* **YOUR INSTRUCTIONS**: Beneath this task are records; state how many of their lines hold the word "hidden", and nothing else.

(Stored dataset items)
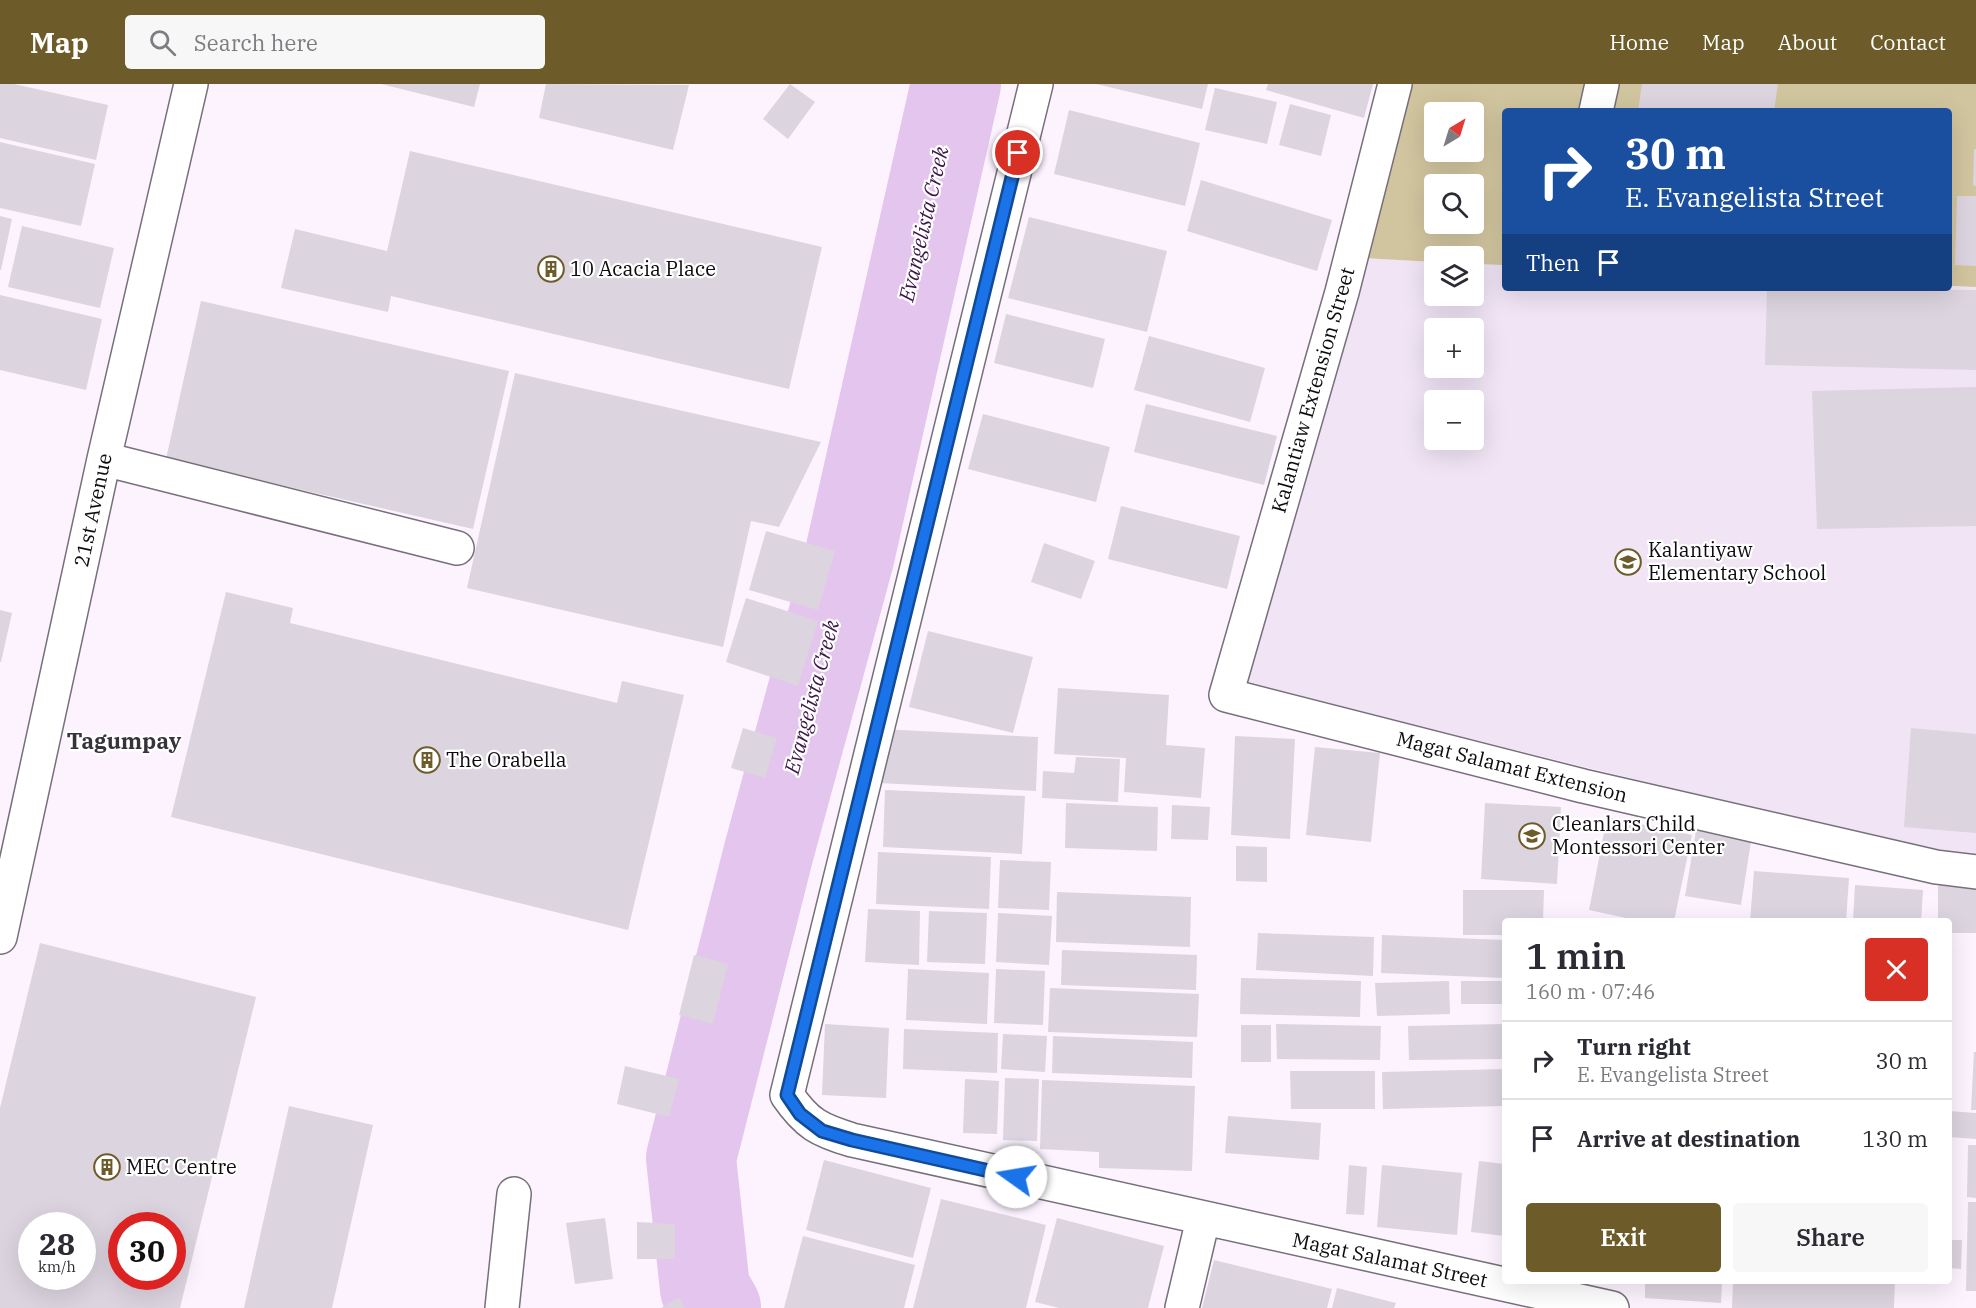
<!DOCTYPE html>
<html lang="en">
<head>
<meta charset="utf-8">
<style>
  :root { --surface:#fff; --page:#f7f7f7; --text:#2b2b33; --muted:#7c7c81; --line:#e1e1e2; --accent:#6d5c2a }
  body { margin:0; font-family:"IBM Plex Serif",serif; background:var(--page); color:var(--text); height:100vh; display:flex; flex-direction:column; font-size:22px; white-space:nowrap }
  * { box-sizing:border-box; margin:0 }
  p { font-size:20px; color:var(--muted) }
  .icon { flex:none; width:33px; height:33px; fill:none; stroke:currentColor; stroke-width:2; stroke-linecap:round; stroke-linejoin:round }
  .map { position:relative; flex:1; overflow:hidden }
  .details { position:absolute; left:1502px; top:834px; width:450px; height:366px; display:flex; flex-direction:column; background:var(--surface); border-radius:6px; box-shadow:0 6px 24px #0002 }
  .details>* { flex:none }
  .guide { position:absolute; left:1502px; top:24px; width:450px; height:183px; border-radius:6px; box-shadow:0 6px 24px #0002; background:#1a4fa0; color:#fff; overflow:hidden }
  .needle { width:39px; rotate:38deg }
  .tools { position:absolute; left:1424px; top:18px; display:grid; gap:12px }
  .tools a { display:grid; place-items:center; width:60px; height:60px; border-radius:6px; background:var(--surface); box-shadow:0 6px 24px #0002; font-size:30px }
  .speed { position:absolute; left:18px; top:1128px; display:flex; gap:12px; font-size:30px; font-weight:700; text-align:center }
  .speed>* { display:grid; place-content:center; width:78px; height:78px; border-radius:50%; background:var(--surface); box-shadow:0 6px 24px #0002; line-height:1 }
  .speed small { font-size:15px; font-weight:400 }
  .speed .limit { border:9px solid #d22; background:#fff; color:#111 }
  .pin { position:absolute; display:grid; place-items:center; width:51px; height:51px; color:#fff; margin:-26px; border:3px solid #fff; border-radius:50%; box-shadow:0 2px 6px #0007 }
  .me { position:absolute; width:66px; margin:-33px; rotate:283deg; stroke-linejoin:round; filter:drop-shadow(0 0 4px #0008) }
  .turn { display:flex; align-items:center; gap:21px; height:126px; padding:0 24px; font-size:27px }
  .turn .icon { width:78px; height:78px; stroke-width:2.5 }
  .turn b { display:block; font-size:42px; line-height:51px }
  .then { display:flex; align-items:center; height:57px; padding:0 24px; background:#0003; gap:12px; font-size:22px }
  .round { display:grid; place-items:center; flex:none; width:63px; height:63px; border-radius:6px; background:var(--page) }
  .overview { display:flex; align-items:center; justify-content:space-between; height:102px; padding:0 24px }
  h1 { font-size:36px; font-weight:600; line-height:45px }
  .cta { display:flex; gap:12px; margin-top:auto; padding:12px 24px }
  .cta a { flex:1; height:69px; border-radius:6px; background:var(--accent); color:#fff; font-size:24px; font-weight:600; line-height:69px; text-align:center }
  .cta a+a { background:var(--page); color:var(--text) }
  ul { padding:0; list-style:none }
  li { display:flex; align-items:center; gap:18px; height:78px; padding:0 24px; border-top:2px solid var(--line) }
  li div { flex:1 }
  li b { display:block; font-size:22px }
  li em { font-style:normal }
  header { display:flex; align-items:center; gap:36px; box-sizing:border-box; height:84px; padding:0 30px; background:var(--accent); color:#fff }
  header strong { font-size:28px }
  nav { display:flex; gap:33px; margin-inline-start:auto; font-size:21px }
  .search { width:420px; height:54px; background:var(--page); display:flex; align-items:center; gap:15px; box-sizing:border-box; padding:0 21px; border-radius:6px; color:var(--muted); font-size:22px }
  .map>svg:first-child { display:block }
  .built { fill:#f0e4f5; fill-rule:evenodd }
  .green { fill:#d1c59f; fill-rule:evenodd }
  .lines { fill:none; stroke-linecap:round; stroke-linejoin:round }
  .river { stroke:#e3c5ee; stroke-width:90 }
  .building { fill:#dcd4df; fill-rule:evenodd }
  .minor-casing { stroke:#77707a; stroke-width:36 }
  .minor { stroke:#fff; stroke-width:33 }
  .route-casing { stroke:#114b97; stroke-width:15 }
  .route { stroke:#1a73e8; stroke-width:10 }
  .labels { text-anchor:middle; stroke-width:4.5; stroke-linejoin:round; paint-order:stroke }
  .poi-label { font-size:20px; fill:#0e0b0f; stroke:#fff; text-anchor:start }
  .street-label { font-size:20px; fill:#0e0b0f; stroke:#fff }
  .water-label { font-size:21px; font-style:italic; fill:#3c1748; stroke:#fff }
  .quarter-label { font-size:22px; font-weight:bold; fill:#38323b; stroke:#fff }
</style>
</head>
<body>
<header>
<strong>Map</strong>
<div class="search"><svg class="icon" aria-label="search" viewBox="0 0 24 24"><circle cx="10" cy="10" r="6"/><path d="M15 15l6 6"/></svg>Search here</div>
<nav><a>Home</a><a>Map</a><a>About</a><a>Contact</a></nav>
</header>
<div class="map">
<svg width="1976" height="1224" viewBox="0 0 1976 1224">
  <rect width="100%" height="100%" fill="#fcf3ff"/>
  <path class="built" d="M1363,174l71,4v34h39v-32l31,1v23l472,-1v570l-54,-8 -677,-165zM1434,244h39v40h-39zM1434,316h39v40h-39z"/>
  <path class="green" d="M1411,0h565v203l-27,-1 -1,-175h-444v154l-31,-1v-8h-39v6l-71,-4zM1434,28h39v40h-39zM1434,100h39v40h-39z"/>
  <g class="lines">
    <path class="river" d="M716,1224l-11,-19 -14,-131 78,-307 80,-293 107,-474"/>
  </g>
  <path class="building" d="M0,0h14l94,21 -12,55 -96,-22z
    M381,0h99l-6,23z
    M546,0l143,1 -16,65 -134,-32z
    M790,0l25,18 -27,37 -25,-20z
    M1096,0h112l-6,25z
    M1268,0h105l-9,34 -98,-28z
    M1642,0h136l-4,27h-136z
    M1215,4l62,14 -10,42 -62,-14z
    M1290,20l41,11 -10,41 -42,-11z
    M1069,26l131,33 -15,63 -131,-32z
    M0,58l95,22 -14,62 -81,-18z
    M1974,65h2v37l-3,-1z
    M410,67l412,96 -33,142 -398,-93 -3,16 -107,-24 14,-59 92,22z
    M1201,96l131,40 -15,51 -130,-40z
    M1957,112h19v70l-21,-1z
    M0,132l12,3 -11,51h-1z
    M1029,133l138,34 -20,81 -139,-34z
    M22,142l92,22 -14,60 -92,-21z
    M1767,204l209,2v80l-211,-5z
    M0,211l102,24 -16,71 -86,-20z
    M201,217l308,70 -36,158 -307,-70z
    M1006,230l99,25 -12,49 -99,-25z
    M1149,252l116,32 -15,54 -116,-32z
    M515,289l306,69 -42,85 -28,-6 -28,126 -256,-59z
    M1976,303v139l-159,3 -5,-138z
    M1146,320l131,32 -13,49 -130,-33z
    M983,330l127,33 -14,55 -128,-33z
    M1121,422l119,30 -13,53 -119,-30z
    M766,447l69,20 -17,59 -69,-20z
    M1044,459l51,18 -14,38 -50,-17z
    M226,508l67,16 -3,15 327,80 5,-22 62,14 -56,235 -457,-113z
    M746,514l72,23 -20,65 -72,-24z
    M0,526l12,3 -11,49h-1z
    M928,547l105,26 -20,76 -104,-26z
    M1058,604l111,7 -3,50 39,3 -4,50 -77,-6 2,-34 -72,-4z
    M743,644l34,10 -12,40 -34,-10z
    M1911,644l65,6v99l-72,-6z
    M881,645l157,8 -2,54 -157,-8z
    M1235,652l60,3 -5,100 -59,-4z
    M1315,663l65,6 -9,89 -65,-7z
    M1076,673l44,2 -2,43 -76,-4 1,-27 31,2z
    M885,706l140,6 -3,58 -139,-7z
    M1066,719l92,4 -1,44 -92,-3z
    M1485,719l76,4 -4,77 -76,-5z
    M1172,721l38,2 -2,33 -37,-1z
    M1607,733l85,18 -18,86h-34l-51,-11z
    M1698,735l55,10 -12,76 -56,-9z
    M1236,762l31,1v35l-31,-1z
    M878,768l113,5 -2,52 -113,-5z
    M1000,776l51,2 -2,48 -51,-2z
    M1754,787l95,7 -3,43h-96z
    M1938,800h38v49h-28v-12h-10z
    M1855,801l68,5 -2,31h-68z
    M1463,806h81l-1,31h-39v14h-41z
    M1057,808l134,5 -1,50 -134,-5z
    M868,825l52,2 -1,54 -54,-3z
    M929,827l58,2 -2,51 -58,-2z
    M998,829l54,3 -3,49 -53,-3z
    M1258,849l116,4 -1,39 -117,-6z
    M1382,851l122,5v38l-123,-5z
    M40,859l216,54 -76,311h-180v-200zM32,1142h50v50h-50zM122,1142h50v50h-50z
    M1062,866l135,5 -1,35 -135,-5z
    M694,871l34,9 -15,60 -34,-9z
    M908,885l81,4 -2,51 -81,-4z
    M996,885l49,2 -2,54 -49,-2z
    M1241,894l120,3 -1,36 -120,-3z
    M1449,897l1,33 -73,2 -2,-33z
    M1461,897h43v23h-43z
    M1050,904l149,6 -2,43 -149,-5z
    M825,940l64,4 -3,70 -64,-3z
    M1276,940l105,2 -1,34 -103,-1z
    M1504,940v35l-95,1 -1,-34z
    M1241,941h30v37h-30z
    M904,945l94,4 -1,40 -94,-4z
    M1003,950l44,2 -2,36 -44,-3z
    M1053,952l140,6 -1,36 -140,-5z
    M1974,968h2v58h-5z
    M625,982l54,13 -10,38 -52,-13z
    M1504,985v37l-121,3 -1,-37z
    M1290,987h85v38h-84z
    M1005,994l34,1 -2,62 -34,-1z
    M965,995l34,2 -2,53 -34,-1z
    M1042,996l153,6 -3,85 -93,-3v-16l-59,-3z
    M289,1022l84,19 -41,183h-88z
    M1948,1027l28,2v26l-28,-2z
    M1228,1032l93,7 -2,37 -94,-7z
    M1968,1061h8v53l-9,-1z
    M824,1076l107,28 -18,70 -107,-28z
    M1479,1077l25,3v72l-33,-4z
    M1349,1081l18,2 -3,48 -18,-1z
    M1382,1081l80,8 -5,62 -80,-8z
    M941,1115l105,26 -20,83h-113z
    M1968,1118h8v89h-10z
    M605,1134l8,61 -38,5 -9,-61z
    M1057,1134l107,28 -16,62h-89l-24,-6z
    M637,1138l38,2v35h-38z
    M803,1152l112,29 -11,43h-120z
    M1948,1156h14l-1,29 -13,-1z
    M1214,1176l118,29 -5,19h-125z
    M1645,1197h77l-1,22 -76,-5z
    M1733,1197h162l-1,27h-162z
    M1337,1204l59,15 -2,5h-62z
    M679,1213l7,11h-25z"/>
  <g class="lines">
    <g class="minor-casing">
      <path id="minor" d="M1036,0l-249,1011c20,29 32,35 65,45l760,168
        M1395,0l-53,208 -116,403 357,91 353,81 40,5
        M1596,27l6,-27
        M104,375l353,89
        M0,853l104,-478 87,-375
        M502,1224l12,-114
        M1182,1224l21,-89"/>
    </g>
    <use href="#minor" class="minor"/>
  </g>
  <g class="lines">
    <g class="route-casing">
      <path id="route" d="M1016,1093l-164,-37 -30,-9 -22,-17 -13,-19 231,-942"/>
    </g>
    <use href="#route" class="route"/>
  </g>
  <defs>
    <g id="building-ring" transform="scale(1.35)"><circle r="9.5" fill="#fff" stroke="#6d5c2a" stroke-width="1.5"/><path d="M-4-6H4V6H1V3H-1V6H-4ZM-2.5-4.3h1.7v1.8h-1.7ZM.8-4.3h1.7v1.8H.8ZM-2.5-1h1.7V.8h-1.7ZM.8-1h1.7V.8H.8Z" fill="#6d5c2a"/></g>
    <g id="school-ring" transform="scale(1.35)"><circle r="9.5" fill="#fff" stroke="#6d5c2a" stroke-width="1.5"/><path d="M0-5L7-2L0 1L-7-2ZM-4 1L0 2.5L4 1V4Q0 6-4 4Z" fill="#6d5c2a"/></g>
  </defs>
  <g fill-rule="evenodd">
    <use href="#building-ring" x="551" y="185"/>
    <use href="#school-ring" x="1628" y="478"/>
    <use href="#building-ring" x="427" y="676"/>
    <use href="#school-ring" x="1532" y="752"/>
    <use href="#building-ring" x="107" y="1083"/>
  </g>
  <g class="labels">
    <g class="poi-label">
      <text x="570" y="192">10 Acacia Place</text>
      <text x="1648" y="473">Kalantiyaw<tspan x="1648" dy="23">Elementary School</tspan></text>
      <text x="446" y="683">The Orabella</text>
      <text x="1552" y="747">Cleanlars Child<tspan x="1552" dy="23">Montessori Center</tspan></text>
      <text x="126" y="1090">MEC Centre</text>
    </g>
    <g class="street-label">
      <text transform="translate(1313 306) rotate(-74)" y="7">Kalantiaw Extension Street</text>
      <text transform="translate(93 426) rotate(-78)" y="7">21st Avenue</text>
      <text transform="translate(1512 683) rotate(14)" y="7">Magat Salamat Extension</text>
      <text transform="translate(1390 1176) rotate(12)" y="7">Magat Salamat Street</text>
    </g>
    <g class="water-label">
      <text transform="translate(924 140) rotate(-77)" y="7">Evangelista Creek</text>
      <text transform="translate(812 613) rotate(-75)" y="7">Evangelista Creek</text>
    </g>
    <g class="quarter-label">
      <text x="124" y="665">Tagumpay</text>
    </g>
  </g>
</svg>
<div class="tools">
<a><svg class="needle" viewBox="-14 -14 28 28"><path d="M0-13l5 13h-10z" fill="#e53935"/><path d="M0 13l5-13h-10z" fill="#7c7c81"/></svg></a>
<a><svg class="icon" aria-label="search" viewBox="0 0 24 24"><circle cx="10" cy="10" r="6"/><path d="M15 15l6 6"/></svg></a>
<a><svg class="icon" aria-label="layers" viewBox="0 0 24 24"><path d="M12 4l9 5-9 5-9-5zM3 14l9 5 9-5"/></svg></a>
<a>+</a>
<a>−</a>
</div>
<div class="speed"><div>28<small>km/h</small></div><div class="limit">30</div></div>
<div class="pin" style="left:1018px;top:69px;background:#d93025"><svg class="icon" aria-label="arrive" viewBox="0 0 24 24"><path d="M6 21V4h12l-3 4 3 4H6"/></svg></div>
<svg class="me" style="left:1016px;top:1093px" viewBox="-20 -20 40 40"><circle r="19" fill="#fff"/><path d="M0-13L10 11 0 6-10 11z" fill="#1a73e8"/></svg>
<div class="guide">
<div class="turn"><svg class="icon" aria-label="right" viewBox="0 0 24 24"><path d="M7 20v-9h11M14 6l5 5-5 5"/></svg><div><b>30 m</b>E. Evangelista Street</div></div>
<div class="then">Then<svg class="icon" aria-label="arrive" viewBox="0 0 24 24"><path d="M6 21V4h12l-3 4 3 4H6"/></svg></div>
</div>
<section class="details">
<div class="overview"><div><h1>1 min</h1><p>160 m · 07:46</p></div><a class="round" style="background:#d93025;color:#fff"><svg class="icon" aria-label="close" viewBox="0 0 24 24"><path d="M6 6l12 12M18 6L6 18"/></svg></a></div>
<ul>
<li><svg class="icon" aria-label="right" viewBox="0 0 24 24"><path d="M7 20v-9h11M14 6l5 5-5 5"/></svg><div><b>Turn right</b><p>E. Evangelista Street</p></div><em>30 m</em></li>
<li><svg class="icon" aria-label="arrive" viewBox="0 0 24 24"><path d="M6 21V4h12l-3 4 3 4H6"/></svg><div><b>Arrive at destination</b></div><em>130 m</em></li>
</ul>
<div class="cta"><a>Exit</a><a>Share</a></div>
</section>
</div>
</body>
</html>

* **THE ANSWER**: 2